Она сильный человек, уверенный, и во всем ее облике -- уверенность, надежность и некоторая суровость: она строга я требовательна, умеет создать и рабочую атмосферу, и веселую, радостную, потому что сама открытый, непосредственный, добрый и доброжелательный человек. В последние годы ни одного важного решения я не принимала без ее совета. Так же точно относятся к ней все наши спортсмены и тренеры: мы даже не представляем, что во время главных соревнований рядом с нами может не быть Анны Ильиничны Синилкиной.
...Словом, Федерация нашу пару одобрила, и дальше началось. Началось такое, чего я за всю жизнь не испытывала. У меня было постоянное возбуждение, жажда действовать, и не просто действовать, а словно все время кому-то что-то доказывая. Я в ту пору и в институте училась так регулярно и старательно, как никогда в жизни. И если меня на все хватало, то, должно быть, потому, что ко мне вернулось еще одно забытое ощущение. Мне стало интересно на льду. Мы сразу принялись готовить очень много новых элементов, и то, что начали именно с этого, было мудрым шагом со стороны Станислава Алексеевича: он знал, чем меня увлечь.
Хотя бывали моменты, когда от досады, от бессилия просто хоть головой о бортик бейся.
Некоторых элементов парного катания Саша не знал и не понимал. Прыгать он всегда умел здорово, а шаги ему не давались, дорожки не давались -- это был пробел в его спортивном образовании. Как же он, бедняга, на "серпантине" пыхтел!
И вообще он никогда так не работал: он уставал не столько физически, сколько от психологической нагрузки и от обилия информации: такого количества заданий за одну тренировку раньше ему бы хватило на полгода.
Минут тридцать, бывало, работает и вдруг отключается. Он-то молчит, ему не до разговоров, а взгляд уже непонимающий. Значит, надо его срочно переключать на другое. Скажем, мы тренируем поддержки, и в лутцевой руки делают одно, а в акселевой -- другое, а у него получается и то и се сразу, и ни то ни се, потому что в голове все перепуталось. Значит, над поддержками биться сегодня уже бессмысленно, надо переходить, например, к вращениям.

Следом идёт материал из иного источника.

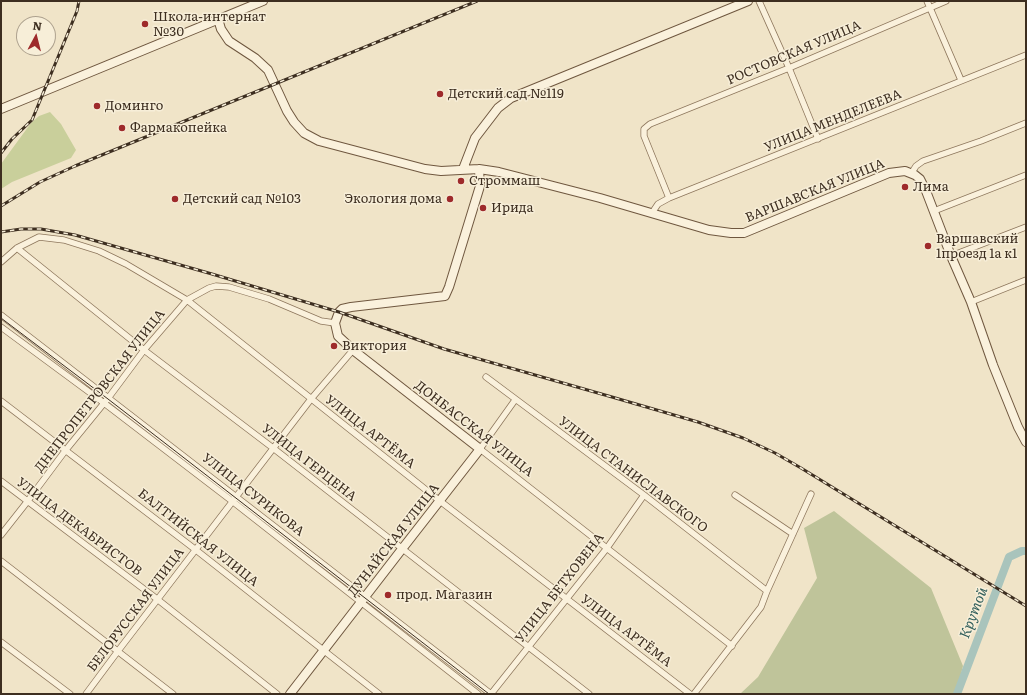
<!DOCTYPE html>
<meta charset="utf-8">
<style>
body{margin:0}
#map{position:relative;width:1027px;height:695px;overflow:hidden;background:#f0e4c8;font-family:Literata,serif}
canvas{display:block}
.frame{position:absolute;inset:0;border:2px solid #3d2e20;pointer-events:none}
.north{position:absolute;left:16px;top:16px;width:40px;height:40px;box-sizing:border-box;background:#f7eed8;border:1px solid #ada18e;border-radius:50%;rotate:7deg;font-size:11px;font-weight:700;line-height:16px;text-align:center;color:#3d2e20}
.north::after{content:'';display:block;margin:auto;width:14px;height:18px;background:#9e2a2b;clip-path:polygon(50% 0,100% 100%,50% 72%,0 100%)}
</style>
<div id="map">
<canvas width="1027" height="695"></canvas>
<div class="frame"></div>
<div class="north">N</div>
</div>
<script>
const ctx = document.querySelector('canvas').getContext('2d');
ctx.lineJoin = 'round';
function paint(path, color) {
  ctx.fillStyle = color;
  ctx.fill(path, 'evenodd');
}
function poly(rows) {
  const path = new Path2D();
  for (const r of rows) {
    path.moveTo(r[0], r[1]);
    for (let i = 2; i < r.length; i += 2) path.lineTo(r[i], r[i + 1]);
  }
  return path;
}
function trace(path, color, width, dash) {
  ctx.strokeStyle = color;
  ctx.lineWidth = width;
  ctx.lineCap = dash ? 'butt' : 'round';
  ctx.setLineDash(dash || []);
  ctx.stroke(path);
}
function write(font, color, halo, rows, align = 'center') {
  ctx.font = font + ' Literata,serif';
  ctx.lineWidth = 3;
  ctx.setLineDash([]);
  ctx.textBaseline = 'middle';
  ctx.strokeStyle = halo;
  ctx.fillStyle = color;
  for (const [text, x, y, turn = 0] of rows) {
    ctx.save();
    ctx.translate(x, y);
    ctx.rotate((+turn || 0) * Math.PI / 180);
    ctx.textAlign = isNaN(turn) ? turn : align;
    if (halo) ctx.strokeText(text, 0, 0);
    ctx.fillText(text, 0, 0);
    ctx.restore();
  }
}
paint(poly([
 [50,112,61,124,76,150,71,158,12,182,1,189,1,164,31,123,39,116]
]), '#c9cf9b');
paint(poly([
 [834,511,931,588,963,666,956,694,740,694,758,677,817,578,804,528]
]), '#bfc49a');
trace(poly([
 [957,694,1009,557,1022,551,1026,551]
]), '#a9c4bc', 8);
const street = poly([
 [759,1,789,68,818,139],
 [927,1,961,80],
 [911,174,916,166,923,161,981,141,1026,123],
 [669,198,644,136,644,129,650,124,789,68,946,1],
 [934,211,1026,175],
 [652,213,658,204,669,198,1026,55],
 [17,248,144,350,273,448,589,694],
 [951,256,1026,227],
 [1,262,17,248,39,237,64,240,99,251,126,264,187,300,440,501,690,694],
 [971,302,1026,280],
 [1,315,491,694],
 [1,327,104,403,232,501,478,694],
 [486,377,644,495,767,591],
 [515,400,480,449,732,646],
 [1,401,196,550,379,694],
 [1,481,157,599,277,694],
 [735,495,793,534],
 [1,535,27,502,65,451,109,397,144,350,187,300,209,288,216,286,229,287,269,299,321,321,335,323],
 [1,561,173,694],
 [1,642,70,694],
 [86,694,118,651,311,399,353,350],
 [491,694,607,548,644,495],
 [694,694,761,607,767,591,811,494]
]);
const secondary = poly([
 [218,19,221,29,229,41,255,58,268,70,287,111,294,122,304,133,319,141,425,169,441,171,479,169,499,172,600,198,709,230,731,233,744,233,889,173,905,171,915,175,920,179,926,191,951,256,971,302,993,365,1018,427,1026,442],
 [1,109,263,1],
 [463,169,475,138,498,108,511,98,748,1],
 [290,694,402,549,480,449,353,350,338,336,335,323,339,312,342,309,351,307,445,296,449,287,480,186,479,169]
]);
trace(street, '#8d765c', 7);
trace(secondary, '#6f573f', 10);
trace(street, '#faf1dc', 5.5);
trace(secondary, '#faf1dc', 8);
trace(poly([
 [1,318,108,399,489,694]
]), '#3d2e20', 1);
const rail = poly([
 [1,153,12,139,32,120,77,11,79,1],
 [1,206,40,182,75,166,477,1],
 [1,232,21,229,41,229,75,235,212,274,339,312,444,349,612,397,698,422,743,438,775,453,801,468,1026,606]
]);
trace(rail, '#3d2e20', 3);
trace(rail, '#f7eed8', 1.5, [4.5]);
for (const [x, y, r, color] of [
 [145,24,4,"#9e2a2b"],
 [440,94,4,"#9e2a2b"],
 [97,106,4,"#9e2a2b"],
 [122,128,4,"#9e2a2b"],
 [461,181,4,"#9e2a2b"],
 [905,187,4,"#9e2a2b"],
 [175,199,4,"#9e2a2b"],
 [450,199,4,"#9e2a2b"],
 [483,208,4,"#9e2a2b"],
 [928,246,4,"#9e2a2b"],
 [334,346,4,"#9e2a2b"],
 [388,595,4,"#9e2a2b"]
]) {
  const dot = new Path2D();
  dot.arc(x, y, r, 0, 2 * Math.PI);
  ctx.fillStyle = color;
  ctx.fill(dot);
  trace(dot, '#f7eed8', 1.5);
}
write('13px', '#3d2e20', '#f7eed8', [
 ["Школа-интернат",153,17],
 ["№30",153,32],
 ["Детский сад №119",448,94],
 ["Доминго",105,106],
 ["Фармакопейка",130,128],
 ["Строммаш",469,181],
 ["Лима",913,187],
 ["Детский сад №103",183,199],
 ["Экология дома",442,199,"right"],
 ["Ирида",491,208],
 ["Варшавский",936,239],
 ["1проезд 1а к1",936,254],
 ["Виктория",342,346],
 ["прод. Магазин",396,595]
], 'left');
write('13px', '#3d2e20', '#f7eed8', [
 ["РОСТОВСКАЯ УЛИЦА",794,53,-23],
 ["УЛИЦА МЕНДЕЛЕЕВА",833,121,-22],
 ["ВАРШАВСКАЯ УЛИЦА",815,191,-22],
 ["ДНЕПРОПЕТРОВСКАЯ УЛИЦА",100,391,-52],
 ["ДОНБАССКАЯ УЛИЦА",474,429,38],
 ["УЛИЦА АРТЁМА",370,432,38],
 ["УЛИЦА ГЕРЦЕНА",309,463,38],
 ["УЛИЦА СТАНИСЛАВСКОГО",633,475,37],
 ["УЛИЦА СУРИКОВА",253,495,38],
 ["УЛИЦА ДЕКАБРИСТОВ",79,527,37],
 ["БАЛТИЙСКАЯ УЛИЦА",198,538,38],
 ["ДУНАЙСКАЯ УЛИЦА",394,540,-52],
 ["УЛИЦА БЕТХОВЕНА",560,588,-52],
 ["БЕЛОРУССКАЯ УЛИЦА",136,610,-53],
 ["УЛИЦА АРТЁМА",626,631,37]
]);
write('italic 14px', '#2f5d5a', '#f7eed8', [
 ["Крутой",974,613,-69]
]);
</script>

Единственное, что я поняла сразу: резкость на него не действует. Для меня, наоборот, она как допинг -- подхлестывает, убыстряет действия. Уланова надо было дернуть за руку, это служило раздражителем. А этого парня если за руку дернешь, он сам так в ответ дернет -- ого1
С ним один метод требовался -- спокойствие. Самое трудное -- торопить его. Он привык равномерно действовать, как все северяне. Я, помню, без конца твердила: "Саша, давай, Саша, быстрей, Саша, Саша, Саша",--и говорить все это надо было только спокойно.
Прежде мне не приходилось так много и часто думать на тренировке о партнере: я думала о себе, себя побуждала работать, а тренер -- нас обоих. Но чтобы размышлять постоянно о другом, искать к нему подход -- такого у меня не было.

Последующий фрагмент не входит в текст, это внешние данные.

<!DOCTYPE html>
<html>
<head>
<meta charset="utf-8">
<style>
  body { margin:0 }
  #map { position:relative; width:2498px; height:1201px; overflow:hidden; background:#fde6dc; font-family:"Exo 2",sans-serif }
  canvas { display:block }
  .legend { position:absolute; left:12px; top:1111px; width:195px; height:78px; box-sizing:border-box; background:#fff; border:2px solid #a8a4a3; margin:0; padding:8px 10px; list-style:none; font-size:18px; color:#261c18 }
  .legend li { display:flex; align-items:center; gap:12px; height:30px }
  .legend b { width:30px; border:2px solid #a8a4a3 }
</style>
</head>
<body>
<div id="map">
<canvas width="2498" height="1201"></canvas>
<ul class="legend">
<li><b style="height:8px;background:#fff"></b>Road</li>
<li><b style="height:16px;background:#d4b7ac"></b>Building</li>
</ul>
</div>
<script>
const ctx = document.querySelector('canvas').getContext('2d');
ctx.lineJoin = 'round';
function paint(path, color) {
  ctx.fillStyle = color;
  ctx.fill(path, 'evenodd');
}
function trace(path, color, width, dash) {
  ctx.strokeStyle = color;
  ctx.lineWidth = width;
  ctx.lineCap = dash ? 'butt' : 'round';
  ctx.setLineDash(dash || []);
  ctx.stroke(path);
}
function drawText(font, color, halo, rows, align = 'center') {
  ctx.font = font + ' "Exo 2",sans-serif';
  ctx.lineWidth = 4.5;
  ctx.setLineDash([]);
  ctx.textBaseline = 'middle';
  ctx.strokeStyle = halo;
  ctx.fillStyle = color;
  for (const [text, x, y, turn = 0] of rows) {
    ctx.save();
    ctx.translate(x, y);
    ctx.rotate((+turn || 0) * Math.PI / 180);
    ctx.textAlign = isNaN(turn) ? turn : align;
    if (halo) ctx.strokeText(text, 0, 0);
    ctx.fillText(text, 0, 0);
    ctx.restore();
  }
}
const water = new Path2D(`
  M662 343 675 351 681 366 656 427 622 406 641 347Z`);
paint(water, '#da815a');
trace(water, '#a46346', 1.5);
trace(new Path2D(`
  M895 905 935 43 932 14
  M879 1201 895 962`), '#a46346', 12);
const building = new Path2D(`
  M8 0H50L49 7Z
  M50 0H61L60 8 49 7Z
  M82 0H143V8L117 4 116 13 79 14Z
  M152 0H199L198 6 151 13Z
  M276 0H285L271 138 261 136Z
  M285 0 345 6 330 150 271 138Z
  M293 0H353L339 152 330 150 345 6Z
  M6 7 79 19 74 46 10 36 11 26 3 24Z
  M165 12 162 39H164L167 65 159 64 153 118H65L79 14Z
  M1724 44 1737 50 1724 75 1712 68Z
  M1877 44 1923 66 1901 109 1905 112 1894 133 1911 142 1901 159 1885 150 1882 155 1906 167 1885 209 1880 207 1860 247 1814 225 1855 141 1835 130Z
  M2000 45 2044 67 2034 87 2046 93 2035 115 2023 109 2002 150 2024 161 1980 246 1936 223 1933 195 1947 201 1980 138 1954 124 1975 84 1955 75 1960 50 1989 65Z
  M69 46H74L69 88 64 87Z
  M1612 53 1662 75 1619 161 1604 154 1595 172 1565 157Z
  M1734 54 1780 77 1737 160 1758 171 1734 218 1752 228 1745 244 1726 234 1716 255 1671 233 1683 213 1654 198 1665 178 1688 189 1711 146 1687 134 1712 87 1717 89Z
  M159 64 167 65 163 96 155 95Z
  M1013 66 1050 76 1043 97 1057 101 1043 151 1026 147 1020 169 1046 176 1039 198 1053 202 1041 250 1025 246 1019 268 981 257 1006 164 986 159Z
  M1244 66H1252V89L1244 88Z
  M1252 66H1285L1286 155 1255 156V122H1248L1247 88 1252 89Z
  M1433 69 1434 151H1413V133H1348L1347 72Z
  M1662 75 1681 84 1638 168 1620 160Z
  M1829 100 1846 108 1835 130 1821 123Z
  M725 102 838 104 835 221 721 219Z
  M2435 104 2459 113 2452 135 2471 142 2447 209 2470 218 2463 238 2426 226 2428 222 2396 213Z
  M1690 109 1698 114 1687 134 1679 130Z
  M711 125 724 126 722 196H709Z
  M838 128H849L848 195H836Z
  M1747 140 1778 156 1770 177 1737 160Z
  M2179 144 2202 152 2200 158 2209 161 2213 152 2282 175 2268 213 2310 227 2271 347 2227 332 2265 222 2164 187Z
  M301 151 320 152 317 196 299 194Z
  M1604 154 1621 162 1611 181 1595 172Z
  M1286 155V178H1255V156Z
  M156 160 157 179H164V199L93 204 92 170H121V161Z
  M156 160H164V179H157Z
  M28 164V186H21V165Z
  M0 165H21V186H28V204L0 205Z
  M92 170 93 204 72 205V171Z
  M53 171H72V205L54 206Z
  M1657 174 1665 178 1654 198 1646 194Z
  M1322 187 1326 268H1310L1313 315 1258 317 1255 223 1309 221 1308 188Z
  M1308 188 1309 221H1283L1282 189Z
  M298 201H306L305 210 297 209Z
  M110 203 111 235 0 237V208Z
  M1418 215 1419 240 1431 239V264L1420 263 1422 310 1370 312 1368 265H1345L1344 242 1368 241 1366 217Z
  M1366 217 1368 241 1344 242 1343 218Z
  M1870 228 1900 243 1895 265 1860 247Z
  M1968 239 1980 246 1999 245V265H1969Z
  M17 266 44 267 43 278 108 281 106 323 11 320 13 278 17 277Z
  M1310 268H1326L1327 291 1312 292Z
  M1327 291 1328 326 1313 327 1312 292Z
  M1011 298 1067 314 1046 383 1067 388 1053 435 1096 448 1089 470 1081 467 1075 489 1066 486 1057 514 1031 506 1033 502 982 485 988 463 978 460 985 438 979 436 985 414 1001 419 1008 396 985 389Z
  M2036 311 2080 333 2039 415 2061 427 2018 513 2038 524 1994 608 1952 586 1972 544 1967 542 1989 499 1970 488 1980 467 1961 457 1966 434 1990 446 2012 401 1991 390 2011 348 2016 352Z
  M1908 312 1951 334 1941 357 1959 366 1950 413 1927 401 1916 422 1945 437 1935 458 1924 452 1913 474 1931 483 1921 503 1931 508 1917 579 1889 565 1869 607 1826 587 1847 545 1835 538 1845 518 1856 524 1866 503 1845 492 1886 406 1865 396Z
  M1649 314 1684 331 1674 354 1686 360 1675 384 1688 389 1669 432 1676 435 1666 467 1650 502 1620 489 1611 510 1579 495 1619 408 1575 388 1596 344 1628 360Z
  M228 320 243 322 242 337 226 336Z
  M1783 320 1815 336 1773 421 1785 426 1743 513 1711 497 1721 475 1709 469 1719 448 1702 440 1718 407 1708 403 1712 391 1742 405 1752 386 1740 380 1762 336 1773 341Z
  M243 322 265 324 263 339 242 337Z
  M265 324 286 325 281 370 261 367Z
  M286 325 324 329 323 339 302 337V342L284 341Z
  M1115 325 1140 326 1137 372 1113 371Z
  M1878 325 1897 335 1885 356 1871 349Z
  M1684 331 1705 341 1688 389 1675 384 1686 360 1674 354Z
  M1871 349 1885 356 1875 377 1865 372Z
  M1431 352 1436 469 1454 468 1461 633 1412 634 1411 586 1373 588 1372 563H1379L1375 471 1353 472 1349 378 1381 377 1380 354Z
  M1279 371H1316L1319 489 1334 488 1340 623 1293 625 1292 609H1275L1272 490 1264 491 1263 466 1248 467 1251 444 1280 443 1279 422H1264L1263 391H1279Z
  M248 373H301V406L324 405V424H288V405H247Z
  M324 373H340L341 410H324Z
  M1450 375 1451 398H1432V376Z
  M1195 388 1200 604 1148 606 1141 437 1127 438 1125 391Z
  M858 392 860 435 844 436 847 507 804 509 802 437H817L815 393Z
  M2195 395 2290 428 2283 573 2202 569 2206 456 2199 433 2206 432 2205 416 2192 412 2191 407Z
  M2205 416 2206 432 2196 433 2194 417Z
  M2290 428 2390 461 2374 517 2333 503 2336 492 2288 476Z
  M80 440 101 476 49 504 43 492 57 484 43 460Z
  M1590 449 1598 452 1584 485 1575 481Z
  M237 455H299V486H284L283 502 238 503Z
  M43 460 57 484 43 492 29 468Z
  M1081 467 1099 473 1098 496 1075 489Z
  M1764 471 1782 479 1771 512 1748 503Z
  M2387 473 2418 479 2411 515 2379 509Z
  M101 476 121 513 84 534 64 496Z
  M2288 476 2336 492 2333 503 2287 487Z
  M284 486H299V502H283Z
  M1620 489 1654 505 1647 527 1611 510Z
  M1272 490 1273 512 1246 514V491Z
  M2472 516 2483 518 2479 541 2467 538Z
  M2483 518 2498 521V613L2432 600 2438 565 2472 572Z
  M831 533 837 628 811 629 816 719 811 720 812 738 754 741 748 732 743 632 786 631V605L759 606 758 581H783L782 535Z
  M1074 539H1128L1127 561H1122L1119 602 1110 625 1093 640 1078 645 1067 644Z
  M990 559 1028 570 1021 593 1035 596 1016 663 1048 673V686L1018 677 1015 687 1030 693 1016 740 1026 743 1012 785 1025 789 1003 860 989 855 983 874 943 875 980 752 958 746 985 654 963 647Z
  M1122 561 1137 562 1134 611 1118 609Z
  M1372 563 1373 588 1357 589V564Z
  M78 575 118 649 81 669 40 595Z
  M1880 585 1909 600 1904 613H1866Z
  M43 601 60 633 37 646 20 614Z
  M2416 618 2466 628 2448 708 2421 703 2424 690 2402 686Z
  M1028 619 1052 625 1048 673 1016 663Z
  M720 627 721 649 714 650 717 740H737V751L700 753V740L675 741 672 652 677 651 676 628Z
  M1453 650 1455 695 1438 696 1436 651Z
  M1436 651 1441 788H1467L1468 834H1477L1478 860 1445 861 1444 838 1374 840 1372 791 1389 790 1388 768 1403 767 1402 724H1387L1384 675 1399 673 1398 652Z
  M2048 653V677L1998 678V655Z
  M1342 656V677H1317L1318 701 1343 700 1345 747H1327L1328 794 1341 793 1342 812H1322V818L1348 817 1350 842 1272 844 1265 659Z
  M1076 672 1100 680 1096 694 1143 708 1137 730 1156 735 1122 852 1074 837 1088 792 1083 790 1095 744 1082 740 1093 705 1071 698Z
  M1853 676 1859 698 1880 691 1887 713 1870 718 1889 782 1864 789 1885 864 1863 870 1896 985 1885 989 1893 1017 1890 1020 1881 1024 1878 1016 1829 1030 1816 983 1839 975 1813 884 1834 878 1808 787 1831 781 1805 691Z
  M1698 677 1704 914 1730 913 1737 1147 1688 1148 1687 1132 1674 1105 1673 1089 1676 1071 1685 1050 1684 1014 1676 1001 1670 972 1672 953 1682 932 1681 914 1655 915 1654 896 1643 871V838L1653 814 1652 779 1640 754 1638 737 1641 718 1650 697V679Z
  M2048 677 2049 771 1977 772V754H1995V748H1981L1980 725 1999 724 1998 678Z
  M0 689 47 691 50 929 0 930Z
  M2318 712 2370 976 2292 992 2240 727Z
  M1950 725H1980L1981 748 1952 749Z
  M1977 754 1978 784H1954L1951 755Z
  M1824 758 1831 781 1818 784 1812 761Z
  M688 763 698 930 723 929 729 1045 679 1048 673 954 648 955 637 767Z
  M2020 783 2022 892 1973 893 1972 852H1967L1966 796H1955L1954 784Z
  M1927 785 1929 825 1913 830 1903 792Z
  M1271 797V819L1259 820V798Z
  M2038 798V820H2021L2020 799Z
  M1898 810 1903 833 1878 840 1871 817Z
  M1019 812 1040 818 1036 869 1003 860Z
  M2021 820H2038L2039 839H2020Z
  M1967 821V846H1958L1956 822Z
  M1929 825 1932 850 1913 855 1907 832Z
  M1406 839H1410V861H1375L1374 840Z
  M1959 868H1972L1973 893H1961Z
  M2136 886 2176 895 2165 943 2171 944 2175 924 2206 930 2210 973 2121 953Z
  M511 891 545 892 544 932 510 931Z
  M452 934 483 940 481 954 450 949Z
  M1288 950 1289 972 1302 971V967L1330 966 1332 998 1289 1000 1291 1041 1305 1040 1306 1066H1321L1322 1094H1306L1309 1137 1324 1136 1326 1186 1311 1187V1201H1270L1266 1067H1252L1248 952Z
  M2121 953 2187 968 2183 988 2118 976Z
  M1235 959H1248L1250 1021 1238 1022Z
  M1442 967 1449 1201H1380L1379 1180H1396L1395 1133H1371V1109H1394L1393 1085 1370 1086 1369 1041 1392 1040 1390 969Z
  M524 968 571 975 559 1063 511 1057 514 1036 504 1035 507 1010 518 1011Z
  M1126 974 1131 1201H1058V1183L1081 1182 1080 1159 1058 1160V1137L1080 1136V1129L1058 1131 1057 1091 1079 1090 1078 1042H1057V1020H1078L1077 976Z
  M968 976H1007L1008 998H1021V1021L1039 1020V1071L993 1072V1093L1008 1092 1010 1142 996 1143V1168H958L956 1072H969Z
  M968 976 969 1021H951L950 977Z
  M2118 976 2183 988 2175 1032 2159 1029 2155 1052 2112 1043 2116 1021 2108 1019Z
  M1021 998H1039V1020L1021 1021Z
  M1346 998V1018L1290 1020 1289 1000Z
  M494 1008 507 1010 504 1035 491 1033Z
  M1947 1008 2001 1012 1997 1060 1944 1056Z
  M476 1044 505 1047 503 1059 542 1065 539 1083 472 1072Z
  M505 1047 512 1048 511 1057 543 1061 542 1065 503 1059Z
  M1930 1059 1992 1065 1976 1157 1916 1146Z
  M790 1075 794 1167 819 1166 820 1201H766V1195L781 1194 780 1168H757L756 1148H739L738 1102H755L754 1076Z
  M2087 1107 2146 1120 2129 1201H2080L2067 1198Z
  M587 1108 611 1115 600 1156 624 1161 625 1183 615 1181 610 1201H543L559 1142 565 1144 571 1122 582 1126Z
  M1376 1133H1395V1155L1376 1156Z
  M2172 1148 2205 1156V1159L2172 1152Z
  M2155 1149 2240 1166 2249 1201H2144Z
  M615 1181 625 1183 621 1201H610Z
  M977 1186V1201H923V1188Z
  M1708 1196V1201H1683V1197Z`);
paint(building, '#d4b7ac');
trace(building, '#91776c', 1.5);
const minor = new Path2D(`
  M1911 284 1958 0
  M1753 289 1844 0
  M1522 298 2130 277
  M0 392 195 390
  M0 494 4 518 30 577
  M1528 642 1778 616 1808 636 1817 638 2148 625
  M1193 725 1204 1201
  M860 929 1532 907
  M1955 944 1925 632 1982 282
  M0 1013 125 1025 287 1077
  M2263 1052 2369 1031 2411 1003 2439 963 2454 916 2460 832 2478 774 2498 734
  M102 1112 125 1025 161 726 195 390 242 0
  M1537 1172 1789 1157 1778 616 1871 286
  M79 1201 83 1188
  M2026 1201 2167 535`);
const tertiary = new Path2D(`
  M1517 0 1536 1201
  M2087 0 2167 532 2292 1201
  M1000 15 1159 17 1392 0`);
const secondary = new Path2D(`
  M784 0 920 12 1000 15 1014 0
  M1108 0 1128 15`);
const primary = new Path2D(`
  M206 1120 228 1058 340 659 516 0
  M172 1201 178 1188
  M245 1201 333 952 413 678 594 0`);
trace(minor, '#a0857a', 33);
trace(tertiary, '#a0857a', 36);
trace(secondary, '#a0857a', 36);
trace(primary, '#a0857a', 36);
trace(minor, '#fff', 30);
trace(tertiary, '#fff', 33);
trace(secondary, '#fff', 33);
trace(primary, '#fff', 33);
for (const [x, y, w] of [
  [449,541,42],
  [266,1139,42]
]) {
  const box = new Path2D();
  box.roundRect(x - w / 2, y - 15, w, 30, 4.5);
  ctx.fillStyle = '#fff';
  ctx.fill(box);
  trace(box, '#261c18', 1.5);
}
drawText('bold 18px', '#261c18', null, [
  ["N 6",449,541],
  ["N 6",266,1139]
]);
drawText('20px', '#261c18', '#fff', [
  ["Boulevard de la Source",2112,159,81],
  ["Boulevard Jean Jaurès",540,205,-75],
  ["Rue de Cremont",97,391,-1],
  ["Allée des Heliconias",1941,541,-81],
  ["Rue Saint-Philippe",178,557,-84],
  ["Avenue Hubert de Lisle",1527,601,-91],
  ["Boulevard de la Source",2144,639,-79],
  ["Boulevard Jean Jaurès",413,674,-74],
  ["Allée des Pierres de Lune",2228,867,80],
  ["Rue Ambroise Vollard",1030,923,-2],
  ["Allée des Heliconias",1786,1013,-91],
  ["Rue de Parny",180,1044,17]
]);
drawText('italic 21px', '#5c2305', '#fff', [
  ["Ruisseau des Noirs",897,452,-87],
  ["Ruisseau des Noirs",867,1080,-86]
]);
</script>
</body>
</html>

Станислав Алексеевич много знает, но не всегда умеет объяснить. У него уйма подводящих упражнений, но при этом надо, чтобы человек понимал их логику, как понимали мы с Лешей, потому что были к этому привычны. А Саша смотрит и не понимает, и вот уже Жук кипит... Тогда я берусь: "Саша, это надо вот так, это вот так". Без конца. И по возможности мягко. Причем, мне тоже тяжело разговаривать мягко, я взрываюсь иной раз почище, чем Станислав Алексеевич. Но я терплю: "Саша, это вот так, это вот так..."
И вдруг через какое-то время на Сашином лице появляется выражение человека, который только что совершил открытие:
"Ира, оказывается, это надо так, а это -- вот так". "А я тебе что говорила!"
И то, что до него наконец дошло, не просто дошло, а он ощутил это как собственную находку и, значит, почувствовал умом и мышцами, наполняет тебя такой радостью, которая вознаграждает, наверное, за все тяготы и неприятности.
Кажется, я тогда впервые поняла, в чем самая большая, самая главная награда воспитателя.
Я тогда поняла, что, поскольку я опытнее в спорте и лидер в паре, на мне лежит ответственность за Сашу. И не только на льду. Ведь Саша далеко от дома, от матери, живет в пансионате, Москву толком не знает.
Если так, значит, надо чаще бывать с ним: вместе проводить, например, выходные, ходить в театры...
Как стало ясно позже, это нас и сблизило.
С. ТОКАРЕВ: Накануне выходного дня девочка Лена спела нам известную песенку, слова которой были приспособлены к конкретным обстоятельствам ее товарищами по спортшколе: "Фигуристам, видно, все же выходные нужны тоже... С тренировкой, с тренировкой -- это что за выходной?"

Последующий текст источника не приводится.